» Exercise prompt:
The expected output is a copy of every line in the records with the string "Brilhantes".

- - - -

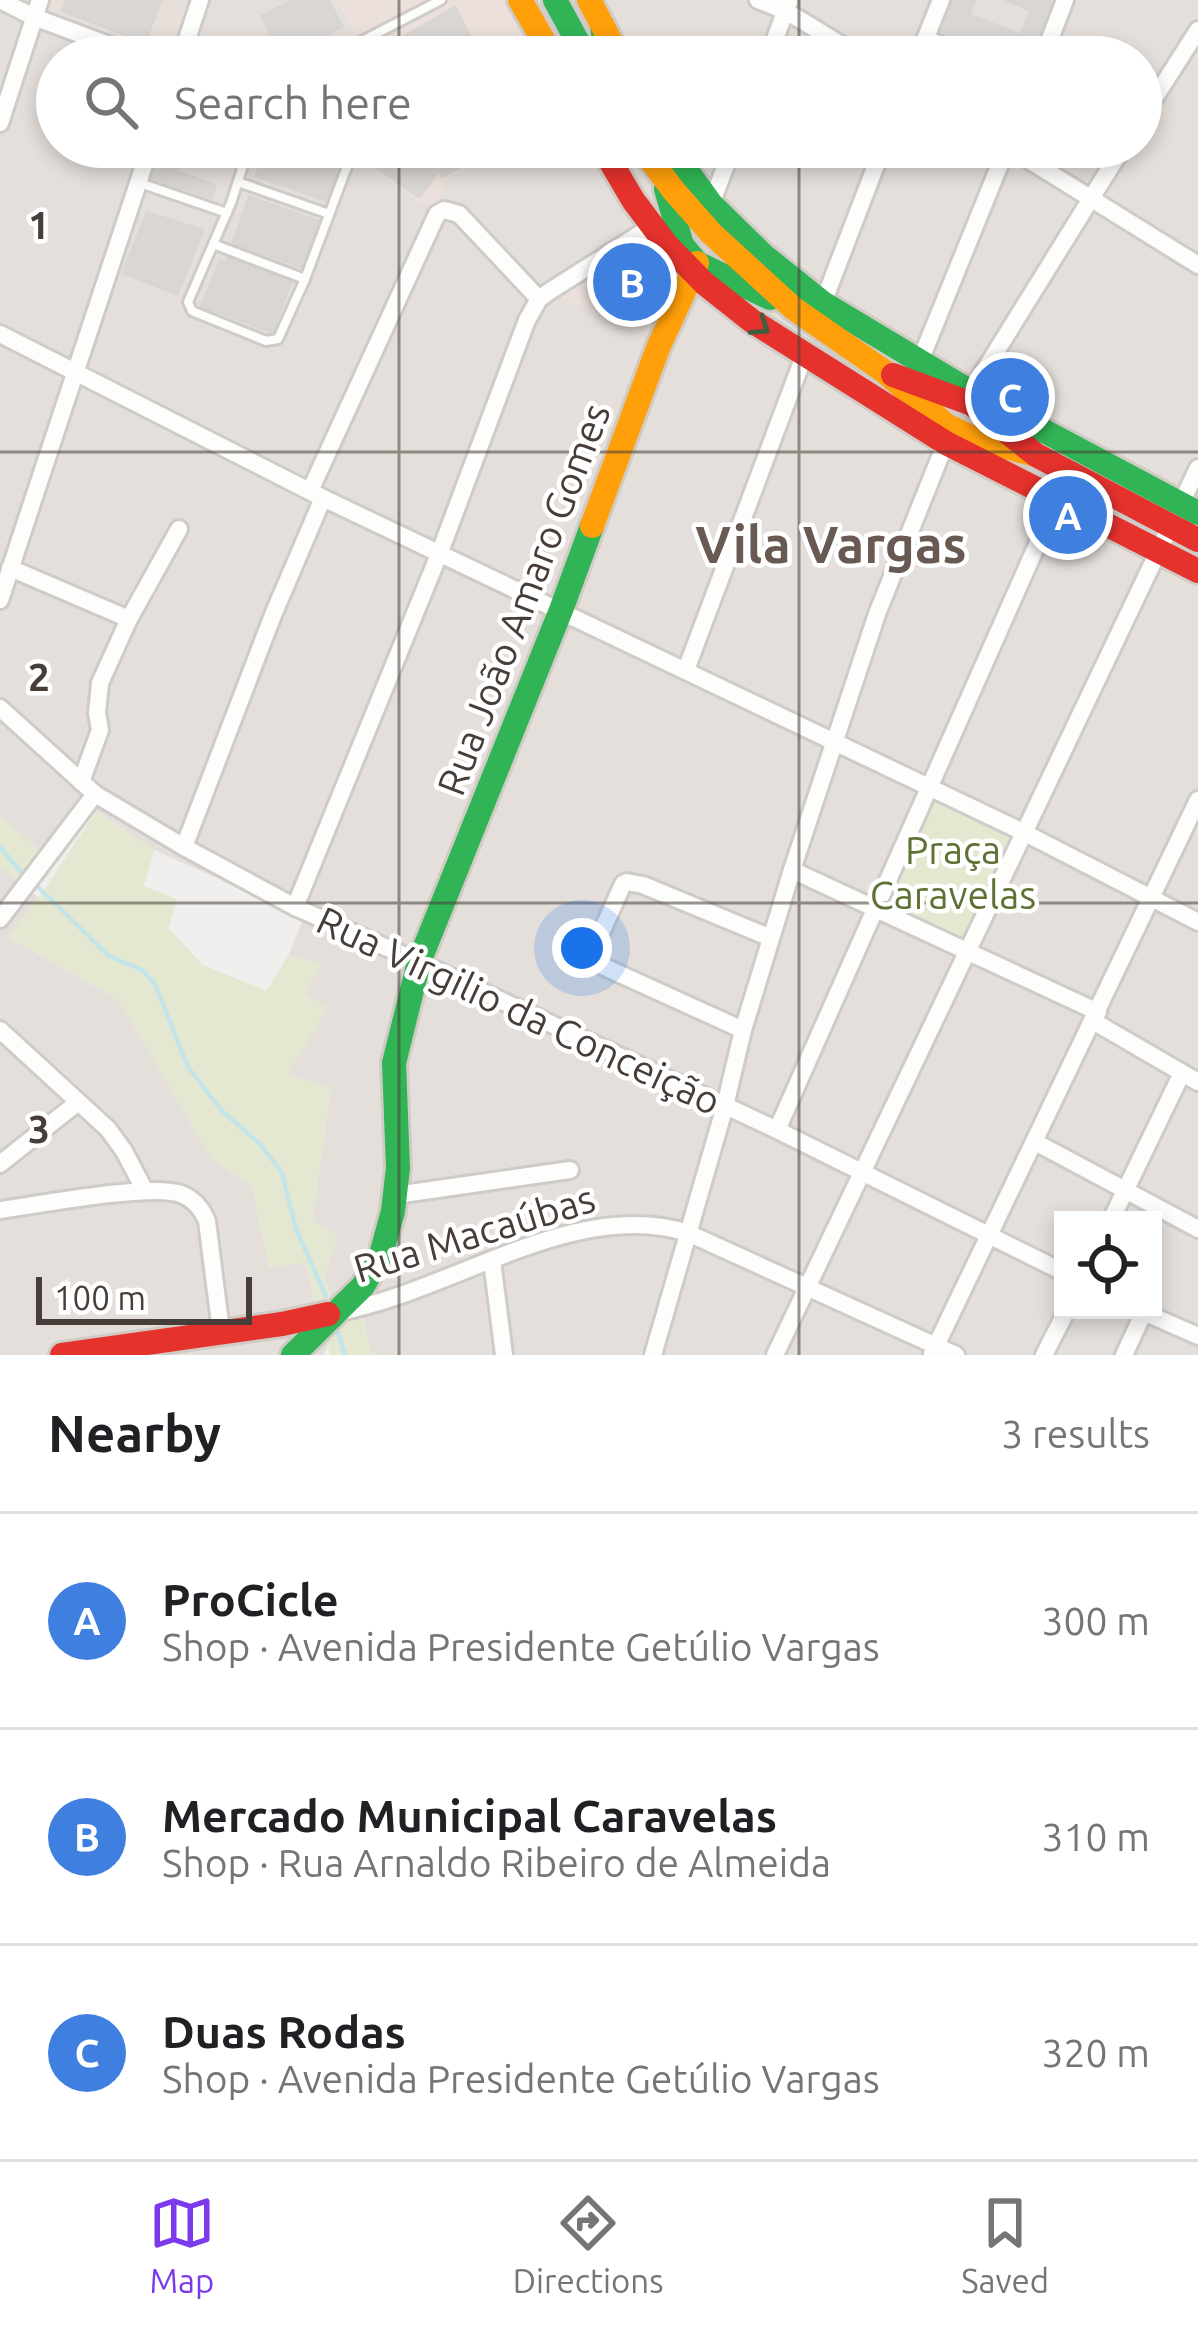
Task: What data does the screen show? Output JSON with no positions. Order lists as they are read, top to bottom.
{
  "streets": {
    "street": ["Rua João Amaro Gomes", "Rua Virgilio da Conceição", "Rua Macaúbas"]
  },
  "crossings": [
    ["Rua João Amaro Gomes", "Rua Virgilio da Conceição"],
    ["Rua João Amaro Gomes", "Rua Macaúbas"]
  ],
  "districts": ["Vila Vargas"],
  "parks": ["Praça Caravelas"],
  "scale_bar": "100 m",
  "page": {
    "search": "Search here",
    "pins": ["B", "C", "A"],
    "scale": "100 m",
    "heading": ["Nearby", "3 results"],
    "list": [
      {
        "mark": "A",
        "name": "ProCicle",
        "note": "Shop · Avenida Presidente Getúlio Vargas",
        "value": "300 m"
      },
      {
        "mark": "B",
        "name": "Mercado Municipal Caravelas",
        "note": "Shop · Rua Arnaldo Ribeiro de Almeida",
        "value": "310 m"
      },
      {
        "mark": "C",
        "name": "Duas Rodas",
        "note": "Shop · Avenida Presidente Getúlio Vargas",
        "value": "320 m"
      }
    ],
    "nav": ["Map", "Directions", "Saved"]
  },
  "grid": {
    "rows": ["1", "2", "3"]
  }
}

- - - -

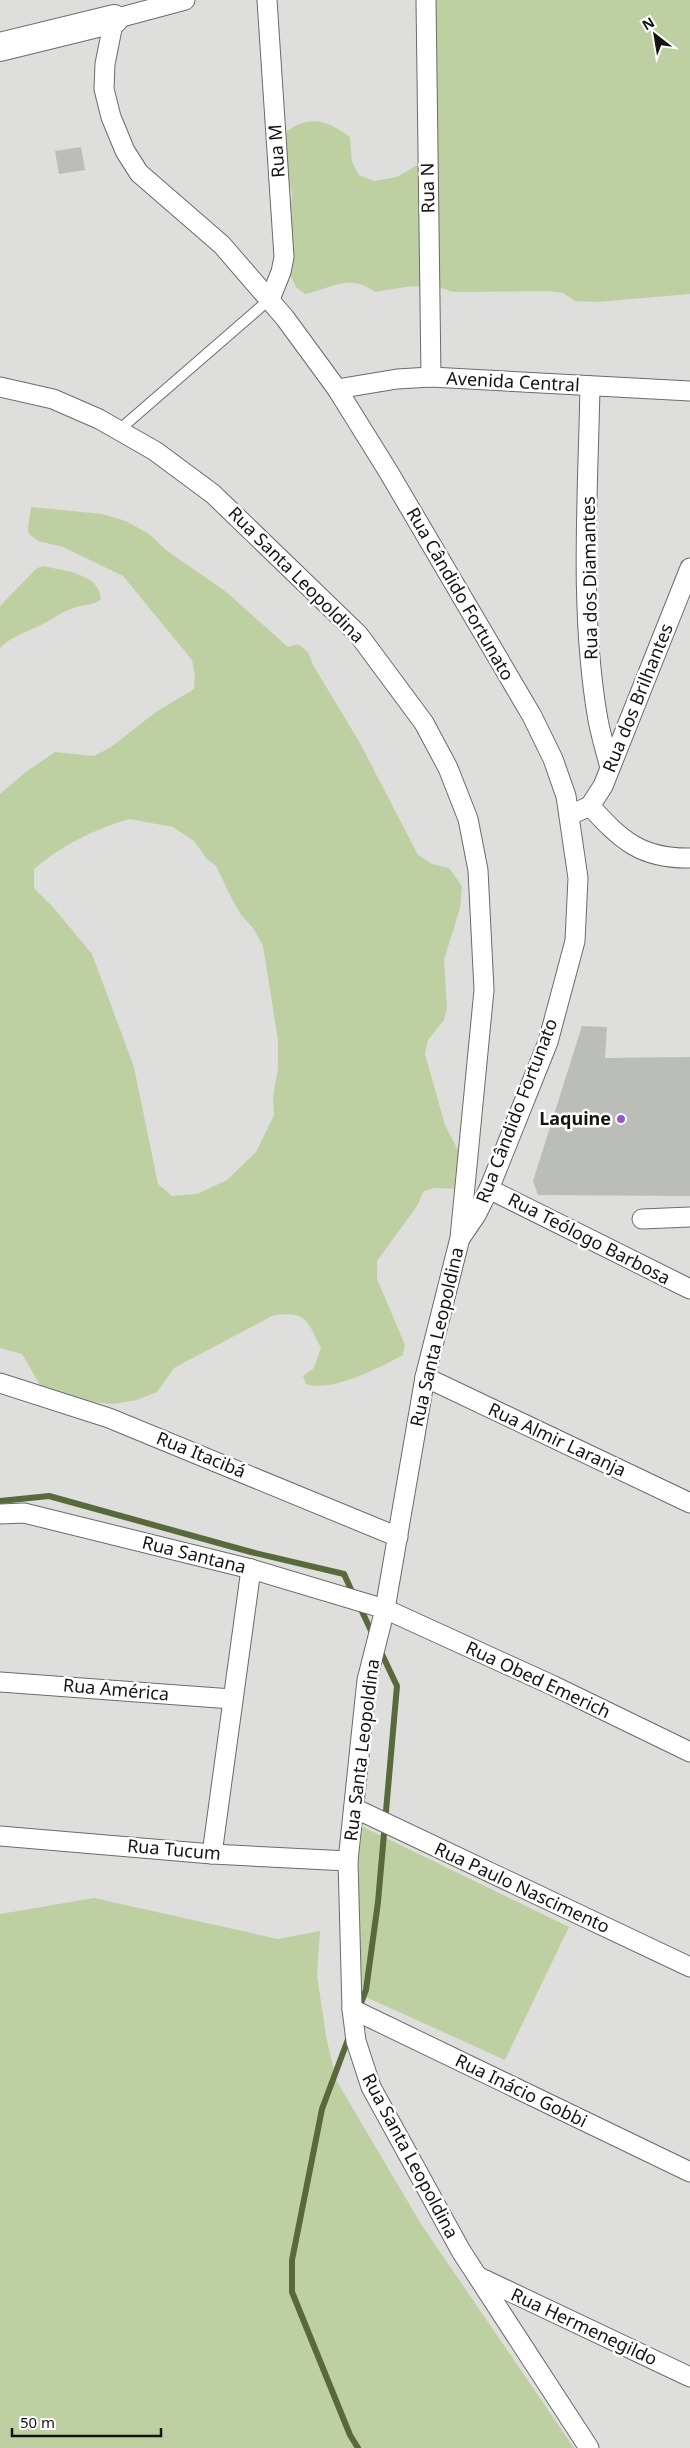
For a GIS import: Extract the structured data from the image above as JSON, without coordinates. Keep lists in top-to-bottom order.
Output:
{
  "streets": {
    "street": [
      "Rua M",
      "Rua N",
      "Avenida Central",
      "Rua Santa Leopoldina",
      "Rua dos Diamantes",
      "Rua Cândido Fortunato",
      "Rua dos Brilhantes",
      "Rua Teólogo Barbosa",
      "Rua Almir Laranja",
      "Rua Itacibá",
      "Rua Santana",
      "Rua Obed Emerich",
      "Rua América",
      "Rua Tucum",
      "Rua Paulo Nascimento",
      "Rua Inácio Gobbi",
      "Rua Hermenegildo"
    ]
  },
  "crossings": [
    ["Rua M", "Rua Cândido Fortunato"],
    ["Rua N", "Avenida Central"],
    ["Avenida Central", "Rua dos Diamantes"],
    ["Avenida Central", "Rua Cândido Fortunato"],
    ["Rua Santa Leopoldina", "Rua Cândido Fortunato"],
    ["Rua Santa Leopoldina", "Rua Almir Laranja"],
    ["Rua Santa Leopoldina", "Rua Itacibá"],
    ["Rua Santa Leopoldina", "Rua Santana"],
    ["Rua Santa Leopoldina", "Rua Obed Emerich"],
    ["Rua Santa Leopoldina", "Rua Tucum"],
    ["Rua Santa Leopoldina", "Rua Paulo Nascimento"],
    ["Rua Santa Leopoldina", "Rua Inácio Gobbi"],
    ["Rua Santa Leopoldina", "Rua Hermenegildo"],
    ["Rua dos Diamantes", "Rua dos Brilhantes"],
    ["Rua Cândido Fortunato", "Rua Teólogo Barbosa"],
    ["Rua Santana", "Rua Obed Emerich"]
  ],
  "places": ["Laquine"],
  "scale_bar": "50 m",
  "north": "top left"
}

- - - -

» Response area:
      "Rua dos Brilhantes",
    ["Rua dos Diamantes", "Rua dos Brilhantes"],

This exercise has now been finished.